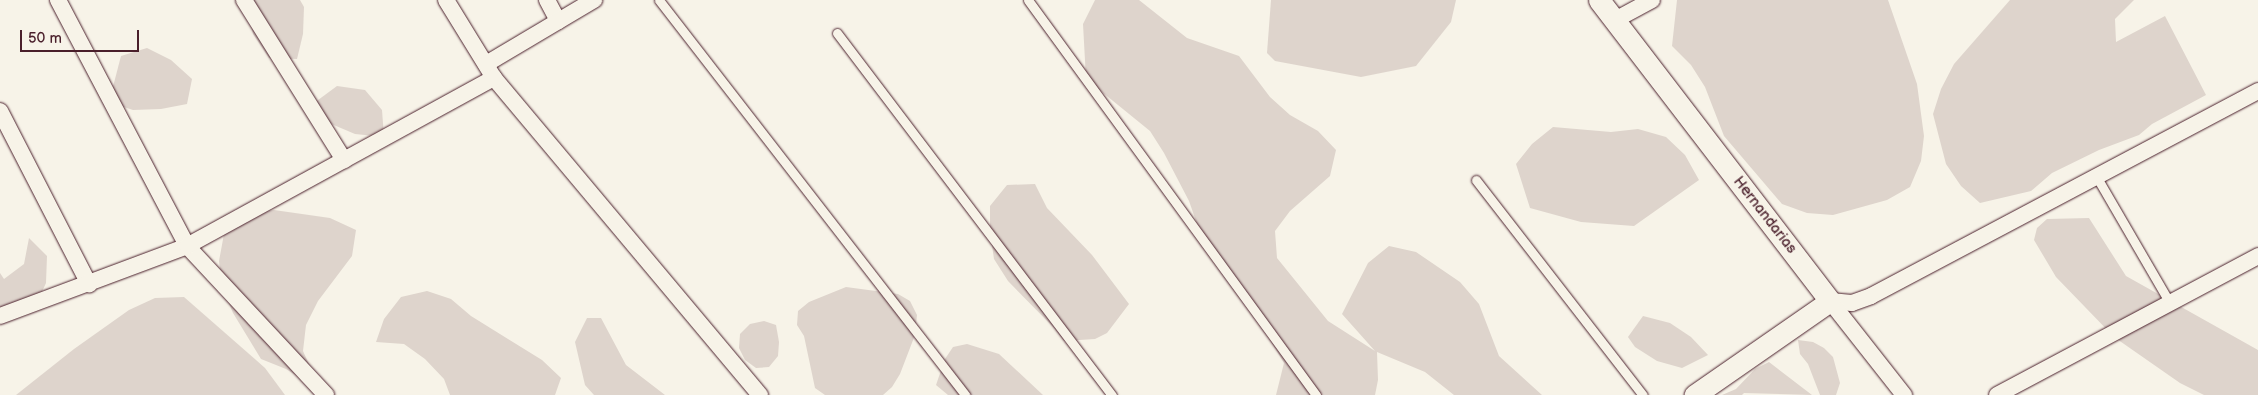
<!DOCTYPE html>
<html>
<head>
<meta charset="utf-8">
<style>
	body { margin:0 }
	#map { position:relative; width:2258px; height:395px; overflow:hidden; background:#f7f3e8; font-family:"Balsamiq Sans",sans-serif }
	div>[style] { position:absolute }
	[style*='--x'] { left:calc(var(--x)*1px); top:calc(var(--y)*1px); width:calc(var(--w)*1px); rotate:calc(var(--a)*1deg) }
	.green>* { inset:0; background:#ded4cc }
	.roads { filter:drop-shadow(0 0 1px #4a1f2b) drop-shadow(0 0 1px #4a1f2b) }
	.service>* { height:9px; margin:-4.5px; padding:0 4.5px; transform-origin:4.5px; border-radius:4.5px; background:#f7f3e8 }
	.minor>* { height:16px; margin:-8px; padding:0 8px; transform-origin:8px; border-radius:8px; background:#f7f3e8 }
	.tertiary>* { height:21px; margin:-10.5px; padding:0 10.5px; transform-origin:10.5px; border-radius:10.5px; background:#f7f3e8 }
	span { translate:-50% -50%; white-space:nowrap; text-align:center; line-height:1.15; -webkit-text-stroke:4px #f7f3e8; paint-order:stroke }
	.street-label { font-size:15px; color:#4a1f2b }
	.scale { position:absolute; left:20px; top:30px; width:119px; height:22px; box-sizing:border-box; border:2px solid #4a1f2b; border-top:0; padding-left:6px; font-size:15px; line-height:18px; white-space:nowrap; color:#4a1f2b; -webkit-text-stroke:4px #f7f3e8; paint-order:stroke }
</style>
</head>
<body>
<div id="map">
	<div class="green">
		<div style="clip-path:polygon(245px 0,300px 0,304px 7px,303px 34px,297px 59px,269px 58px,253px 34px)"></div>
		<div style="clip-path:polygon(1095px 0,1139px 0,1187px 38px,1239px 56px,1270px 97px,1290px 115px,1318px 131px,1336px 150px,1330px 176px,1290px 211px,1275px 231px,1277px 258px,1328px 321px,1375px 351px,1342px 314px,1368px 263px,1389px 246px,1416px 252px,1460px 282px,1479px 304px,1499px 356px,1542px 395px,1454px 395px,1425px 372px,1377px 352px,1378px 380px,1375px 395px,1276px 395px,1284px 363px,1242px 294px,1208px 255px,1189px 201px,1164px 153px,1150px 131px,1086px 79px,1083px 24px)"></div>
		<div style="clip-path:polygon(1271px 0,1456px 0,1451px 22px,1416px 66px,1361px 77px,1275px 61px,1267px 53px)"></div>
		<div style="clip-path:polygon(1677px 0,1888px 0,1917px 84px,1924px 136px,1921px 161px,1910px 187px,1887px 200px,1833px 215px,1807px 213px,1782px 204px,1724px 136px,1705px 87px,1691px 65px,1672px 46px)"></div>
		<div style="clip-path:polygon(2010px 0,2134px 0,2115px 19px,2116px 42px,2165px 16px,2206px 95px,2152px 124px,2139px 135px,2099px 150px,2052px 173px,2031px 191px,1980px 203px,1961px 186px,1946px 164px,1933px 114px,1941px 89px,1954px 64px)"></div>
		<div style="clip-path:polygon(147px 48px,171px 60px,192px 79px,187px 104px,161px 109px,133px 110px,109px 102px,121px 56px)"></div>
		<div style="clip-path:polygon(337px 86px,365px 90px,382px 110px,384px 137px,355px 134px,329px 123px,310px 106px)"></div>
		<div style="clip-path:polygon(1553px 127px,1611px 132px,1638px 129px,1666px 137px,1685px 155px,1699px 180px,1634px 226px,1581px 222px,1530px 208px,1516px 164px,1532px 144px)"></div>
		<div style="clip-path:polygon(1035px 184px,1047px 208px,1092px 255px,1129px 304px,1107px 333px,1095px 339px,1064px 341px,1054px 328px,1008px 281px,994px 259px,990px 232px,990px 206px,1007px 185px)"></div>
		<div style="clip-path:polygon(274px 210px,330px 218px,356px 230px,352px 256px,318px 301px,306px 325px,303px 351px,314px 375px,308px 383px,286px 369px,261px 359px,233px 313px,222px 287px,219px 261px,224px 234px,247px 214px)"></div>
		<div style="clip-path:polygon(2089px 218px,2126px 276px,2258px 350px,2258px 395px,2204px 395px,2180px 383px,2114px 337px,2056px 277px,2034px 240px,2037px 228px,2047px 219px)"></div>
		<div style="clip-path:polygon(29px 238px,47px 256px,46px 283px,35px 307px,0 320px,0 273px,4px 279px,24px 264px)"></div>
		<div style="clip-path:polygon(846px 287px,898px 294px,910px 301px,917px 315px,915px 335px,900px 374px,892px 387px,883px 395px,825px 395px,815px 388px,804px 336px,797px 325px,798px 311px,809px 302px)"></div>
		<div style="clip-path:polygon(427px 291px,451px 299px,471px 316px,542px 360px,561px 378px,555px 395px,450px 395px,444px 379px,425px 359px,404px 344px,376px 342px,384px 319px,401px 297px)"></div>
		<div style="clip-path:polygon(184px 297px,265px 368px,285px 395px,16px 395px,74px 349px,129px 310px,155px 298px)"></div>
		<div style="clip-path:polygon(1643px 316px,1670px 323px,1691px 337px,1708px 355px,1682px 368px,1657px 361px,1635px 347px,1628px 337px)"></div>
		<div style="clip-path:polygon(587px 318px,601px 318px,626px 365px,665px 395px,594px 395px,585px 385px,575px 342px)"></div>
		<div style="clip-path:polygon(764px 321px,776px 325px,779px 342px,778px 356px,769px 367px,756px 368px,745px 360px,739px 348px,740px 334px,750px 324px)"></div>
		<div style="clip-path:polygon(1798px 340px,1813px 342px,1824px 348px,1833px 357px,1840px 383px,1836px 395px,1820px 395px,1808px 364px,1800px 354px)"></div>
		<div style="clip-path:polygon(967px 344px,999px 354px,1043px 395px,948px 395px,936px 385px,945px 359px,953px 347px)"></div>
		<div style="clip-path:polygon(1769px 362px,1812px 395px,1744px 393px,1742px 395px,1722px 395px,1736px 389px,1755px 369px)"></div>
	</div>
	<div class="roads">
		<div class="service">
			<div style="--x:659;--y:0;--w:500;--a:52.2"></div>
			<div style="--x:1028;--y:0;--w:489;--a:53.9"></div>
			<div style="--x:837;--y:33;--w:455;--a:52.8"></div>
			<div style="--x:2096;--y:176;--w:147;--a:59.8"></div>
			<div style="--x:1476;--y:180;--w:272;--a:52.2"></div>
		</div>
		<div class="minor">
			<div style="--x:58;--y:0;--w:278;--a:62.3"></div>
			<div style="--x:187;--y:246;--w:204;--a:47"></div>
			<div style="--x:244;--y:0;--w:189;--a:58"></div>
			<div style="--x:446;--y:0;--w:92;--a:58.4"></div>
			<div style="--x:494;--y:78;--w:414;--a:50"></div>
			<div style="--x:547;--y:0;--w:24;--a:62"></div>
			<div style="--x:1615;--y:20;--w:42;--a:-28.4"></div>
			<div style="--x:486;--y:64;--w:126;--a:-30.7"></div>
			<div style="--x:0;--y:111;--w:195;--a:62.8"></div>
			<div style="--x:1830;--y:301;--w:22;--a:5"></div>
			<div style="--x:1852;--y:303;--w:20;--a:-20"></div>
			<div style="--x:1871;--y:296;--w:438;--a:-27.9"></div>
			<div style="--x:1830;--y:301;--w:120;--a:51.8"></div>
			<div style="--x:0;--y:316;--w:200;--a:-20.5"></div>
			<div style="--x:187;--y:246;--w:350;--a:-28.7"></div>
			<div style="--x:1997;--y:395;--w:296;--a:-28"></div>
		</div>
		<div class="tertiary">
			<div style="--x:1599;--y:0;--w:379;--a:52.5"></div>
			<div style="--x:1830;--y:301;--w:165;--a:145.2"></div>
		</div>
	</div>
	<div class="street-label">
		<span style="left:1765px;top:215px;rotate:52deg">Hernandarias</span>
	</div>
	<div class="scale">50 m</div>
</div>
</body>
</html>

:::

Work instructions
For this answer, retype the lines from the start of the listing through the line that holds "height:9px; margin:-4.5px; padding:0", inclusive, exactly and without pictures.

Solution to this task
<!DOCTYPE html>
<html>
<head>
<meta charset="utf-8">
<style>
	body { margin:0 }
	#map { position:relative; width:2258px; height:395px; overflow:hidden; background:#f7f3e8; font-family:"Balsamiq Sans",sans-serif }
	div>[style] { position:absolute }
	[style*='--x'] { left:calc(var(--x)*1px); top:calc(var(--y)*1px); width:calc(var(--w)*1px); rotate:calc(var(--a)*1deg) }
	.green>* { inset:0; background:#ded4cc }
	.roads { filter:drop-shadow(0 0 1px #4a1f2b) drop-shadow(0 0 1px #4a1f2b) }
	.service>* { height:9px; margin:-4.5px; padding:0 4.5px; transform-origin:4.5px; border-radius:4.5px; background:#f7f3e8 }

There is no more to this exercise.